[antlr-interest] Tutorial... actual use? & BSD question

Zachary Palmer zep_antlr at bahj.com
Mon Nov 8 10:13:26 PST 2010


Tenaja,

The option of which you are thinking is "target", not "output".  The 
target option specifies the language for which you would like the parser 
to be generated; the output option specifies the type of information 
produced by a call to one of the functions in the generated code.

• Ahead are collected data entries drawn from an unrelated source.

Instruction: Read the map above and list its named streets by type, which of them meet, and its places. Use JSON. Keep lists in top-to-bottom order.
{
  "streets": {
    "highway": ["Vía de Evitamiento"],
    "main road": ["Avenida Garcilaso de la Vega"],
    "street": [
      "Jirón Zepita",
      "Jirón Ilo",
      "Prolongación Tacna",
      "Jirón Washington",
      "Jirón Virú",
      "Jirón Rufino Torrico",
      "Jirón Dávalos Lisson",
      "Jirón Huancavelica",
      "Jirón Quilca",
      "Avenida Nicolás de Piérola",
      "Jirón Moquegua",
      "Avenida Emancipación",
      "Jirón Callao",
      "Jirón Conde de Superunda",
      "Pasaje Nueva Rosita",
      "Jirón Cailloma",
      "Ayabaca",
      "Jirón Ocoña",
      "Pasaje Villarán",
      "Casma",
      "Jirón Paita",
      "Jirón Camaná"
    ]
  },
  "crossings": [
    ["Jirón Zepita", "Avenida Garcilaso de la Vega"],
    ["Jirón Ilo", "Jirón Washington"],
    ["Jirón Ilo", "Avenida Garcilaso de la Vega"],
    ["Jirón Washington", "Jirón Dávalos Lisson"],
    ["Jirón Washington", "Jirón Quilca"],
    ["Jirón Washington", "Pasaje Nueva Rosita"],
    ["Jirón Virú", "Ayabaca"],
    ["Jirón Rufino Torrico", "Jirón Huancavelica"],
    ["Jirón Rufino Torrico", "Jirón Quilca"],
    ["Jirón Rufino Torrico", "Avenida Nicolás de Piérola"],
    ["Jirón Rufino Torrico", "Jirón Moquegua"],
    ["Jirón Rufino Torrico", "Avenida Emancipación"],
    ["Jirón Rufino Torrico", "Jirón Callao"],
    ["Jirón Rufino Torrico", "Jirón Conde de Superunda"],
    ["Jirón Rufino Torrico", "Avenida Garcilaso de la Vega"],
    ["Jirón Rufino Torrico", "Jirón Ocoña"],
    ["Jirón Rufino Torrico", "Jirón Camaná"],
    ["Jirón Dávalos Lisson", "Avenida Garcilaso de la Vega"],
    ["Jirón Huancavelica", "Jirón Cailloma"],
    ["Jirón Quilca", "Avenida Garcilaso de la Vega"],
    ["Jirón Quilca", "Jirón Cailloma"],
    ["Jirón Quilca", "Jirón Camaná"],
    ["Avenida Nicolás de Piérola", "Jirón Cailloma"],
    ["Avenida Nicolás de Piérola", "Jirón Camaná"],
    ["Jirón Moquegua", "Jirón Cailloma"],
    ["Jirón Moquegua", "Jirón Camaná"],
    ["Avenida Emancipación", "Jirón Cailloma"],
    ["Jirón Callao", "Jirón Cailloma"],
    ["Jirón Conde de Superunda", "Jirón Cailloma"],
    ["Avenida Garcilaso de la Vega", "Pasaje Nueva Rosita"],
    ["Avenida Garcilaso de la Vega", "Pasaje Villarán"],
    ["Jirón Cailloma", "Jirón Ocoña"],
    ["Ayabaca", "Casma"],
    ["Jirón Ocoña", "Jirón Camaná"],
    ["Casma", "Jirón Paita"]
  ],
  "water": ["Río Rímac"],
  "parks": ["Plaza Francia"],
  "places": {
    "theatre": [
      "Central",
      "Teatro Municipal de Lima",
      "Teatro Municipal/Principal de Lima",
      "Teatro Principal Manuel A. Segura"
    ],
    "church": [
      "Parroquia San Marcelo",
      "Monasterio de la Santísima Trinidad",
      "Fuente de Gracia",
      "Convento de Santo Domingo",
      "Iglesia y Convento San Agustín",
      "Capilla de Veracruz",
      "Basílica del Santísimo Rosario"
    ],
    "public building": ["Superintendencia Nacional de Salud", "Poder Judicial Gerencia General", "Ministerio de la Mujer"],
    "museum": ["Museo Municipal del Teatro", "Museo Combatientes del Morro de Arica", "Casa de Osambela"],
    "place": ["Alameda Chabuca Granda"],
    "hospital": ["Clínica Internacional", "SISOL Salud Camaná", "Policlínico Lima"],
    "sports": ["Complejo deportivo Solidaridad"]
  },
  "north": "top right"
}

I am not familiar with any five minute intro that would give you the 
information you want other than the ANTLR book I mentioned in the 
previous e-mail.  The following might help, but please bear in mind that 
this is all off of the top of my head.  :)

So consider the grammar

     grammar Simple;
     options { target=Java; }
     program: decl*;
     decl: IDENTIFIER '{' statement* '}';
     statement: '+' | '-';
     IDENTIFIER: ('a'..'z')*;
     WS: ('\n' | '\r' | '\t' | ' ')* { skip(); } ;

This grammar would recognize any of the following code:

     foo { + - - + }
     bar { - + }

     stuff { + + + }

but it wouldn't produce any output; that is, the SimpleParser.program() 
method has a void return.  If you want output, you have to specify it in 
the grammar.  Consider the following rewrite:

     grammar Simple;
     options { target=Java; output=AST; }
     tokens { PROG; DECL; }
     program: decl* -> ^(PROG decl*);
     decl: IDENTIFIER '{' statement* '}' -> ^(DECL statement*);
     statement: '+' | '-';
     IDENTIFIER: ('a'..'z')*;
     WS: ('\n' | '\r' | '\t' | ' ')* { skip(); } ;

Now, the SimpleParser.program() method will have a return value of a 
type generated by ANTLR.  That type will have a public member named 
"tree".  By default, tree has type Object but actually contains a 
CommonTree; that CommonTree is a homogenously-typed AST which contains 
the parse of the input.  There are also instructions on the ANTLR site 
for causing the grammar to produce heterogeneously-typed ASTs.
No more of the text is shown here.